**YOUR GOAL:** Below are some entries. Copy each line in them that holds "places".

**GIVEN RECORDS:**
================

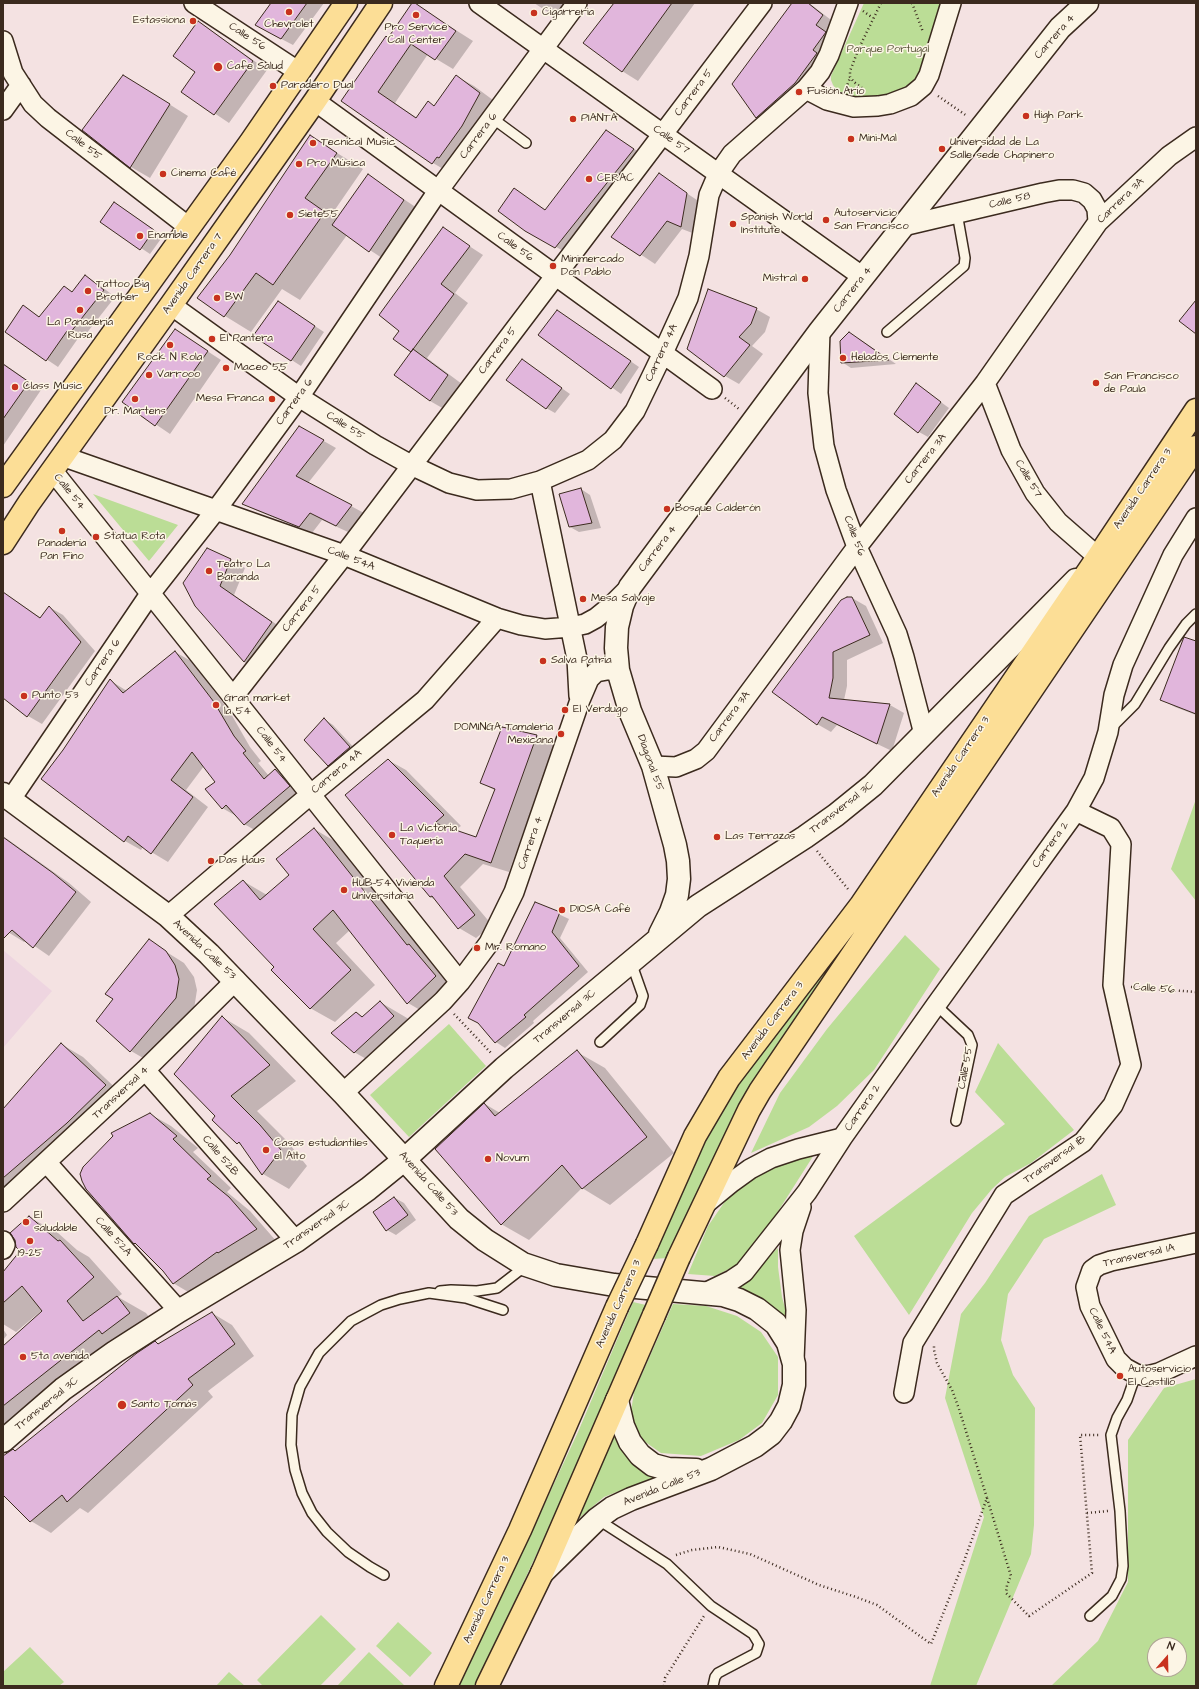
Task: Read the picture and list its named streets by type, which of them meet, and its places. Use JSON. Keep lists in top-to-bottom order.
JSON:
{
  "streets": {
    "main road": ["Avenida Carrera 7", "Avenida Carrera 3"],
    "street": [
      "Calle 56",
      "Carrera 4",
      "Carrera 5",
      "Carrera 6",
      "Calle 57",
      "Calle 55",
      "Calle 58",
      "Carrera 3A",
      "Carrera 4A",
      "Calle 54",
      "Calle 54A",
      "Diagonal 55",
      "Transversal 3C",
      "Carrera 2",
      "Avenida Calle 53",
      "Transversal 4",
      "Calle 52B",
      "Transversal 1B",
      "Calle 52A",
      "Transversal 1A"
    ]
  },
  "crossings": [
    ["Calle 56", "Carrera 4"],
    ["Calle 56", "Carrera 5"],
    ["Calle 56", "Carrera 6"],
    ["Calle 56", "Carrera 3A"],
    ["Calle 56", "Avenida Carrera 7"],
    ["Calle 56", "Carrera 4A"],
    ["Calle 56", "Transversal 3C"],
    ["Calle 56", "Transversal 1B"],
    ["Carrera 4", "Calle 57"],
    ["Carrera 4", "Calle 58"],
    ["Carrera 4", "Calle 54"],
    ["Carrera 4", "Calle 54A"],
    ["Carrera 4", "Diagonal 55"],
    ["Carrera 4", "Avenida Calle 53"],
    ["Carrera 5", "Calle 57"],
    ["Carrera 5", "Calle 55"],
    ["Carrera 5", "Calle 54"],
    ["Carrera 5", "Calle 54A"],
    ["Carrera 6", "Calle 57"],
    ["Carrera 6", "Calle 55"],
    ["Carrera 6", "Calle 54"],
    ["Carrera 6", "Calle 54A"],
    ["Carrera 6", "Avenida Calle 53"],
    ["Calle 57", "Carrera 3A"],
    ["Calle 57", "Carrera 4A"],
    ["Calle 57", "Avenida Carrera 3"],
    ["Calle 57", "Transversal 3C"],
    ["Calle 55", "Avenida Carrera 7"],
    ["Calle 55", "Carrera 4A"],
    ["Calle 55", "Carrera 2"],
    ["Calle 58", "Carrera 3A"],
    ["Carrera 3A", "Diagonal 55"],
    ["Avenida Carrera 7", "Calle 54"],
    ["Avenida Carrera 7", "Calle 54A"],
    ["Carrera 4A", "Calle 54"],
    ["Carrera 4A", "Calle 54A"],
    ["Carrera 4A", "Avenida Calle 53"],
    ["Avenida Carrera 3", "Transversal 3C"],
    ["Avenida Carrera 3", "Carrera 2"],
    ["Avenida Carrera 3", "Avenida Calle 53"],
    ["Calle 54", "Calle 54A"],
    ["Calle 54A", "Diagonal 55"],
    ["Calle 54A", "Transversal 1A"],
    ["Diagonal 55", "Transversal 3C"],
    ["Transversal 3C", "Avenida Calle 53"],
    ["Transversal 3C", "Calle 52B"],
    ["Transversal 3C", "Calle 52A"],
    ["Carrera 2", "Avenida Calle 53"],
    ["Carrera 2", "Transversal 1B"],
    ["Avenida Calle 53", "Transversal 4"],
    ["Transversal 4", "Calle 52B"],
    ["Transversal 4", "Calle 52A"]
  ],
  "parks": ["Parque Portugal"],
  "places": [
    "Chevrolet",
    "Cigarreria",
    "Pro Service Call Center",
    "Estassiona",
    "Cafe Salud",
    "Paradero Dual",
    "Fusión Ario",
    "High Park",
    "PIANTA",
    "Mini-Mal",
    "Tecnical Music",
    "Universidad de La Salle sede Chapinero",
    "Pro Música",
    "Cinema Café",
    "CERAC",
    "Siete55",
    "Autoservicio San Francisco",
    "Spanish World Institute",
    "Enamble",
    "Minimercado Don Pablo",
    "Mistral",
    "Tattoo Big Brother",
    "BW",
    "La Panaderia Rusa",
    "El Pantera",
    "Rock N Rola",
    "Helados Clemente",
    "Maceo 55",
    "Varrooo",
    "San Francisco de Paula",
    "Class Music",
    "Dr. Martens",
    "Mesa Franca",
    "Bosque Calderón",
    "Panadería Pan Fino",
    "Statua Rota",
    "Teatro La Baranda",
    "Mesa Salvaje",
    "Salva Patria",
    "Punto 53",
    "Gran market la 54",
    "El Verdugo",
    "DOMINGA Tamaleria Mexicana",
    "La Victoria Taquería",
    "Las Terrazas",
    "Das Haus",
    "HUB-54 Vivienda Universitaria",
    "DIOSA Café",
    "Mr. Romano",
    "Casas estudiantiles el Alto",
    "Novum",
    "El saludable",
    "19-25",
    "5ta avenida",
    "Autoservicio El Castillo",
    "Santo Tomás"
  ],
  "north": "top"
}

================

**TASK RESULT:**
Task: Read the picture and list its named streets by type, which of them meet, and its places. Use JSON. Keep lists in top-to-bottom order.
  "places": [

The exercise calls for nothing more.